To summarize Collins’ point, between his article and the comment he left  (and feel free to jump in if anyone thinks I’m summarizing unfairly):

  1. A “perception” exists that the Tea Party is at least partly motivated by racism.
  2. There is no doubt whatsoever that the sign was racist.
  3. If the presence of so much as one sign doesn’t prove the “perception” correct, the fact that nobody kicked him out of the rally does.

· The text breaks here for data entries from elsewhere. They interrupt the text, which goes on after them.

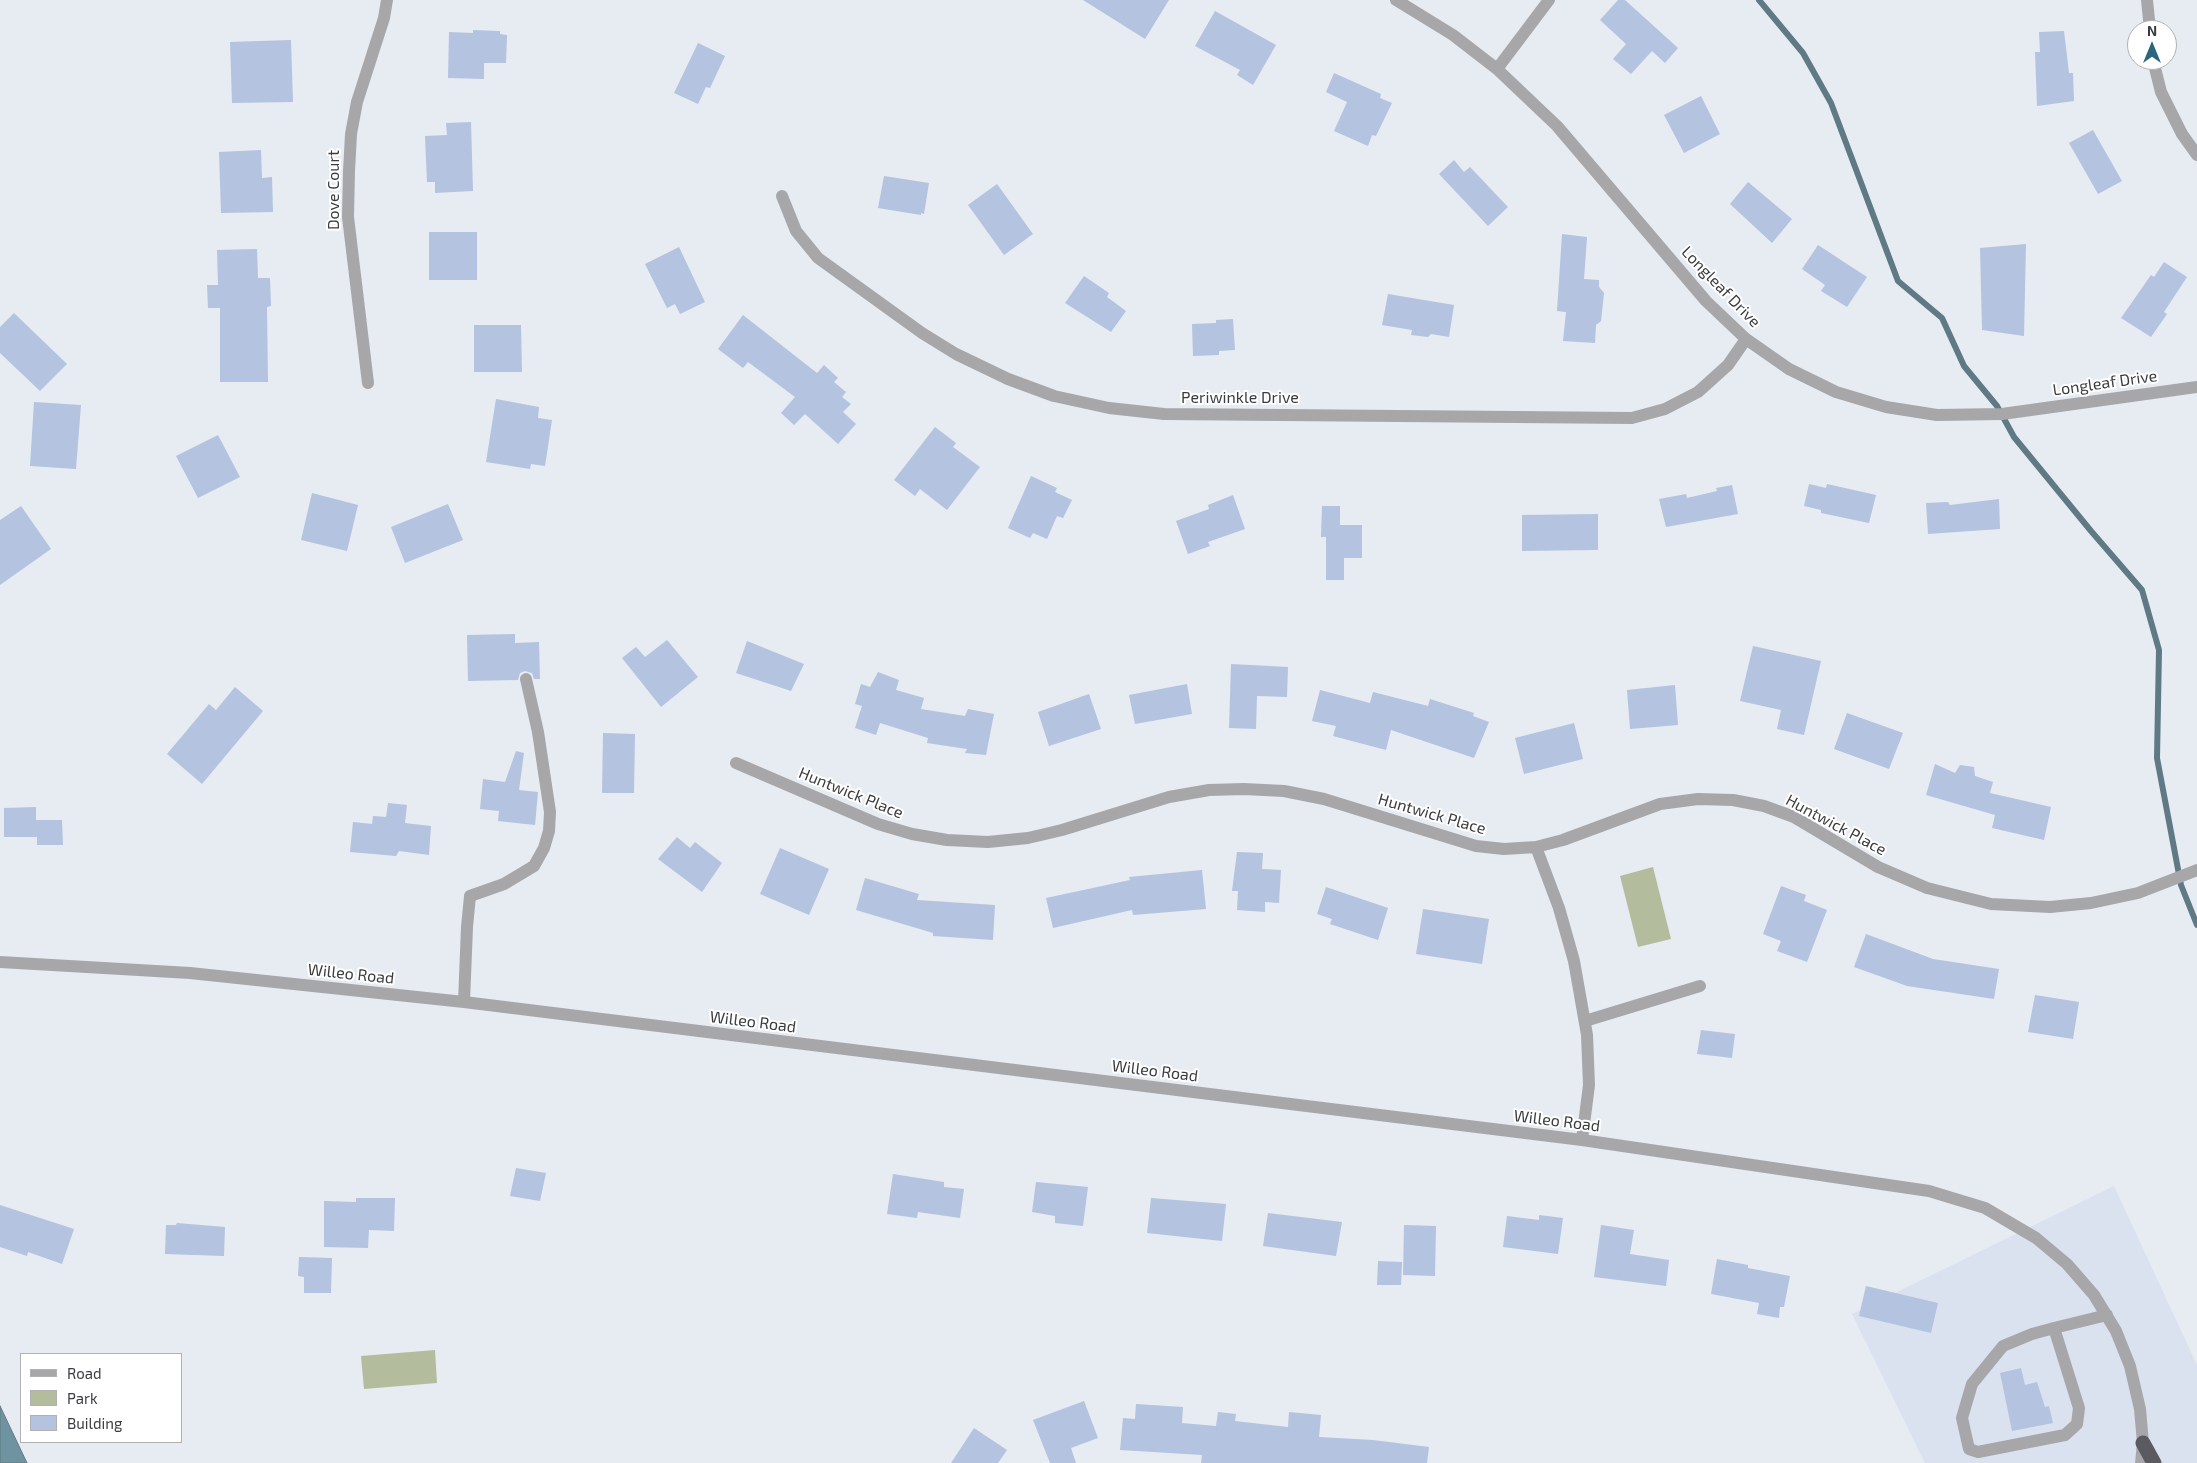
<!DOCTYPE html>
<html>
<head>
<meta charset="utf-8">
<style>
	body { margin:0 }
	#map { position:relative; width:2197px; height:1463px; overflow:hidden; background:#e7ebf2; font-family:"Exo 2",sans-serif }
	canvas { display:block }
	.legend { position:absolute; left:20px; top:1353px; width:162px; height:90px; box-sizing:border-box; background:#fff; border:1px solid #b1b1b2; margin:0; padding:6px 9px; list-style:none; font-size:15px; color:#3b3c3f }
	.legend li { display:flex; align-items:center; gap:10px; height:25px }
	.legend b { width:25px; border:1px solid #b1b1b2 }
	.north { position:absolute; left:2127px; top:20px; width:50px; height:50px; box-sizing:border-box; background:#fff; border:1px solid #b1b1b2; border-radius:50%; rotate:0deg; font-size:14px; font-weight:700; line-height:20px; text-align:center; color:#3b3c3f }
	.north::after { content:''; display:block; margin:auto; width:18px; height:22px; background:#2a667e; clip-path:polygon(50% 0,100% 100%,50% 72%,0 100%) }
</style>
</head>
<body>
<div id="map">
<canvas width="2197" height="1463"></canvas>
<ul class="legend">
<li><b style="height:6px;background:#a7a7aa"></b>Road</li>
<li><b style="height:14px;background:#b4bc9e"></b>Park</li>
<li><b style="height:14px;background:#b3c3e0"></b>Building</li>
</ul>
<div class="north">N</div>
</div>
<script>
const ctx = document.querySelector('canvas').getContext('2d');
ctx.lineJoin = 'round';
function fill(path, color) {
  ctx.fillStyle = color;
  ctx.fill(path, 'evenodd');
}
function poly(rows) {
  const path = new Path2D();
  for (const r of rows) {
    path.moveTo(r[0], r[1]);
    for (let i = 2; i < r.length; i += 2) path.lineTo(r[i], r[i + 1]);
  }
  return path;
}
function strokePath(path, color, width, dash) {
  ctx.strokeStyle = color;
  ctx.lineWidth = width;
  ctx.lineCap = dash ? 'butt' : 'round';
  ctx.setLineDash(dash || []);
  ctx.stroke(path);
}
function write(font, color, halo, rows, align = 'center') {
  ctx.font = font + ' "Exo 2",sans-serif';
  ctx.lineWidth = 4;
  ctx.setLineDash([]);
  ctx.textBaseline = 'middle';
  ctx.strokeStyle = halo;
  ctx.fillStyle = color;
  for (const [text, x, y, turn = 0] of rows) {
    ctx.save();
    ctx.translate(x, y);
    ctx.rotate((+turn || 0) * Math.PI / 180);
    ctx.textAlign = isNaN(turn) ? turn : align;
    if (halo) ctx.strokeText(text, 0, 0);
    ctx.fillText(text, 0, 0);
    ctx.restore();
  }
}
fill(poly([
	[2114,1186,2197,1365,2197,1463,1925,1463,1852,1314]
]), '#dae2f0');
fill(poly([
	[1653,867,1671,939,1638,947,1620,876],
	[435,1350,437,1383,364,1389,361,1356]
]), '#b4bc9e');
const water = poly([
	[0,1406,27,1463,0,1463,0,1406]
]);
fill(water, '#6f94a1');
strokePath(water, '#5f7a84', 1);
strokePath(poly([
	[1759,0,1803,53,1831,103,1898,281,1942,318,1964,366,1997,406,2014,437,2091,531,2142,590,2159,650,2157,758,2181,885,2197,925]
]), '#5f7a84', 6);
fill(poly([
	[1083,0,1169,0,1145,39],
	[1618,0,1625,0,1678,48,1665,63,1652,51,1631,74,1613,59,1626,44,1600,20],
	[1215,11,1276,45,1253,85,1237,75,1240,70,1195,46],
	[473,30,500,31,500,34,507,35,506,63,484,63,484,79,448,78,449,32,473,33],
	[2064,31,2069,73,2073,73,2074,101,2037,106,2035,52,2040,52,2039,32],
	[291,40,293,102,232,103,230,42],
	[698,43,725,56,710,88,706,87,698,104,674,93],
	[1334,73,1381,94,1380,98,1392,103,1376,136,1372,135,1368,146,1334,131,1347,102,1326,92],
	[1701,96,1720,134,1684,153,1664,115],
	[471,122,473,191,435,193,435,182,427,182,425,136,447,135,446,123],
	[2093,130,2122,181,2098,194,2069,143],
	[261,150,262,178,272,177,273,212,221,213,219,152],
	[1454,160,1464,172,1470,167,1508,207,1488,226,1439,174],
	[884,176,929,183,924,214,921,213,921,215,878,208],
	[1748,182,1792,219,1772,243,1730,204],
	[997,184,1033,234,1004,255,968,205],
	[429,232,477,232,477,280,429,280],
	[1562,234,1587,237,1584,279,1599,280,1599,287,1604,293,1601,321,1596,325,1595,343,1563,341,1566,312,1557,311],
	[2026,244,2024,336,1982,330,1980,248],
	[1818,245,1867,277,1847,307,1821,291,1825,285,1802,269],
	[679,247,705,302,680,314,675,304,667,308,645,264],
	[257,249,258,278,270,278,271,306,267,307,268,382,220,382,220,308,208,308,207,285,218,285,217,250],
	[2164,262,2187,277,2164,312,2167,314,2151,337,2121,318,2151,275,2154,277],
	[1084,276,1109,293,1107,297,1126,311,1111,332,1065,303],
	[1388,294,1454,305,1449,337,1431,334,1428,337,1411,335,1412,330,1382,325],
	[14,313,67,364,40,391,0,353,0,327],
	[743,315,817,373,824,365,838,378,834,382,846,392,842,397,851,404,843,412,856,424,838,444,805,414,794,425,781,413,795,397,748,362,743,368,718,349],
	[1233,319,1235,350,1219,351,1219,355,1193,356,1192,324,1216,323,1216,320],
	[474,325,521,325,522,372,474,372],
	[496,399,539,407,538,418,552,420,545,466,531,464,530,469,486,462],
	[34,402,81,405,76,469,30,466],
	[935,427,956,443,953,447,980,467,947,510,920,489,915,496,894,480],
	[218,435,240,477,198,498,176,456],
	[1031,476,1057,488,1055,492,1072,500,1063,518,1057,516,1047,539,1033,533,1030,538,1008,528],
	[1809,484,1826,488,1827,484,1876,495,1869,523,1821,513,1821,510,1804,506],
	[1732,485,1738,514,1666,527,1659,499,1686,494,1687,498,1717,491,1716,488],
	[312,493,358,505,347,551,301,540],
	[1233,495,1245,529,1208,542,1210,546,1188,554,1176,521,1209,509,1208,505],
	[1999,499,2000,529,1928,534,1926,503,1948,502,1950,505],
	[448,504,463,540,405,563,391,527],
	[21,506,51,549,0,585,0,520],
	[1322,506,1340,506,1340,525,1362,525,1362,558,1344,558,1344,580,1326,580,1326,537,1321,537],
	[1598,514,1598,550,1522,551,1522,515],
	[515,634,515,643,539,642,540,679,534,679,532,673,525,671,520,673,518,680,468,681,467,635],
	[667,640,698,677,661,707,622,658,636,647,645,657],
	[747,641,804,664,791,691,736,673],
	[1753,646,1821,661,1804,735,1777,729,1781,710,1740,701],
	[1231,664,1288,667,1287,697,1257,696,1256,729,1229,728],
	[878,672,899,680,896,690,924,698,921,709,965,716,968,709,994,714,986,755,965,753,967,749,927,743,928,738,880,723,876,735,855,728,862,706,855,704,861,684,870,687],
	[1187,684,1192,714,1135,724,1129,695],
	[1675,685,1678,725,1630,729,1627,690],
	[235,687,263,711,202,784,167,754,209,704,216,710],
	[1320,690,1370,703,1373,692,1428,706,1430,699,1474,713,1473,716,1489,722,1474,758,1391,730,1386,750,1333,736,1336,726,1312,721],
	[1089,694,1101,729,1049,746,1038,712],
	[1847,713,1903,733,1889,769,1834,749],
	[1574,723,1583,759,1524,774,1515,738],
	[603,733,635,734,634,793,602,793],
	[516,751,524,753,519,790,538,792,535,825,498,821,499,811,480,809,483,779,505,782],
	[1935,764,1955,773,1960,765,1974,767,1975,776,1993,782,1990,793,2051,807,2044,840,1992,828,1995,815,1926,795],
	[388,803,407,805,405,823,431,826,429,855,399,851,396,856,350,852,353,822,372,824,373,816,386,817],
	[36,807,36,820,62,820,63,845,37,845,37,837,4,837,4,808],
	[677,837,690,848,695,842,722,863,702,892,658,859],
	[780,848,829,869,809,915,760,894],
	[1237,852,1263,853,1262,869,1281,870,1279,903,1265,902,1265,912,1237,910,1238,891,1232,891],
	[1202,870,1206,909,1133,915,1132,910,1053,928,1046,898,1130,880,1129,877],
	[865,878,919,894,917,900,995,905,993,940,933,936,933,933,856,910],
	[1781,886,1806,895,1804,901,1827,910,1807,962,1777,951,1781,941,1763,934],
	[1326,887,1388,908,1378,940,1330,924,1332,919,1317,914],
	[1423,909,1489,919,1482,964,1416,954],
	[1866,934,1933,959,1999,969,1994,999,1907,986,1854,967],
	[2035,995,2079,1002,2073,1039,2028,1032],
	[1701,1030,1735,1034,1732,1058,1697,1054],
	[516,1168,546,1173,540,1201,510,1196],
	[893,1174,944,1182,944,1187,964,1189,960,1218,918,1212,917,1218,887,1214],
	[1036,1182,1088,1187,1083,1226,1055,1223,1055,1216,1032,1212],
	[356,1198,395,1198,394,1231,369,1230,368,1248,324,1247,324,1201,356,1202],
	[1151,1198,1226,1204,1222,1241,1147,1233],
	[0,1205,74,1229,62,1264,28,1252,27,1256,0,1247],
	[1268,1213,1342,1222,1336,1256,1263,1246],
	[1539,1215,1563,1218,1558,1254,1503,1247,1507,1216,1539,1220],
	[177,1223,225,1227,224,1256,165,1254,166,1225,176,1225],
	[1404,1225,1436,1226,1435,1276,1403,1275],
	[1601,1225,1634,1230,1630,1254,1669,1260,1666,1286,1594,1277],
	[299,1257,332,1258,331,1293,304,1293,304,1277,298,1276],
	[1717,1259,1748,1265,1748,1268,1790,1276,1784,1307,1780,1307,1779,1318,1757,1314,1759,1303,1711,1294],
	[1378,1261,1402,1262,1401,1285,1377,1285],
	[1866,1286,1938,1303,1931,1333,1859,1316],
	[2021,1368,2025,1385,2037,1382,2045,1407,2049,1406,2053,1423,2012,1431,2000,1373],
	[1084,1401,1098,1438,1071,1448,1076,1463,1050,1463,1033,1420],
	[1136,1404,1183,1407,1182,1423,1216,1426,1218,1412,1236,1414,1235,1421,1288,1427,1289,1412,1321,1415,1319,1437,1373,1440,1429,1447,1427,1463,1201,1463,1202,1455,1120,1450,1123,1418,1135,1419],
	[974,1428,1007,1450,998,1463,951,1463]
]), '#b3c3e0');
strokePath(poly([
	[1396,0,1453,35,1497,69,1557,126,1706,301,1746,339,1789,369,1836,392,1886,407,1937,415,2002,414,2197,387],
	[2147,0,2150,30],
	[2153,60,2161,92,2182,134,2197,155],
	[1497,69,1549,0],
	[782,196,796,231,818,258,922,333,956,354,1008,379,1054,396,1109,408,1164,414,1632,418,1665,409,1698,392,1728,365,1746,339],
	[368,383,348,217,349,171,351,134,357,102,384,18,387,0],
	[736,763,878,824,912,834,947,840,988,842,1028,838,1062,830,1169,797,1209,790,1244,789,1284,791,1324,799,1476,846,1504,849,1536,847,1563,840,1660,804,1698,799,1733,800,1764,806,1794,817,1878,867,1927,888,1991,904,2050,907,2091,903,2138,893,2197,870],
	[1536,847,1559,908,1574,961,1587,1035,1589,1085,1582,1140],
	[0,962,190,973,464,1002,1582,1140,1929,1191,1985,1208,2036,1238,2067,1264,2094,1295,2116,1331,2130,1366,2140,1409,2143,1443,2141,1463],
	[464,1002,467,927,470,896,504,884,534,866,544,848,549,831,550,812,538,732,526,679],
	[1585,1021,1700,986],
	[2054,1328,2079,1408,2077,1424,2065,1435,1978,1452,1969,1449,1962,1418,1972,1384,2003,1346,2032,1334,2054,1328,2107,1315]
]), '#a7a7aa', 12);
strokePath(poly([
	[2143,1443,2154,1463]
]), '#5c5a61', 15);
write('16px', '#3b3c3f', '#fff', [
	["Dove Court",334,190,-90],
	["Longleaf Drive",1721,287,46],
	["Longleaf Drive",2105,383,-8],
	["Periwinkle Drive",1240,398],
	["Huntwick Place",851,793,22],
	["Huntwick Place",1432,814,16],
	["Huntwick Place",1836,825,28],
	["Willeo Road",351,974,6],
	["Willeo Road",753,1022,7],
	["Willeo Road",1155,1071,7],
	["Willeo Road",1557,1121,7]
]);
</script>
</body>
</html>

As Bob put it in one line, “the medium is the message”.

My response:

  1. Of course you can find racists at Tea Parties.  No movement of several million people – especially one with absolutely no barriers to entry whatsoever – is going to be free of at least at thin film of bigots and idiots.  You’ll find them at a “Prairie Home Companion” taping, for that matter.
  2. The odds are better than even that the person holding the sign was a ringer – a lefty like this very special young fella who gets his jollies presenting his opposition in the most loathsome possible light by providing a living caricature of it.
  3. Even if it wasn’t a ringer, to a big chunk of the population here in 92% white Minnesota, sometimes a cigar is just a cigar a monkey is just a monkey, more a symbol of simple-minded rote cognitive simplicity than a racist slur.  Granted, one has to tread lightly around terms like that when an Afro-American is the subject, but I think Collins is at some risk of superimposing his own templates and prejudices onto the topic.
  4. This is not only Minnesota – the land of millions of Scandinavians who won’t return an undercooked egg to the kitchen for fear of raising a fuss, much less confront an offensive stranger –  but a rally full of people who are inclined to be libertarians; who believe, as a matter of principle, that everyone, even the most depraved, as a right to free speech, and that indulging in stupid, bigoted speech reflects on them, not on oneself.  (To say nothing of people, like me, who are pretty much oblivious to signs anyway).  It’s whythe last Tea Party rally detailed a security group specifically to find, photograph and discredit such signs (which, in news that is completely unrelated, I’m sure, didn’t appear at that Tea Party rally).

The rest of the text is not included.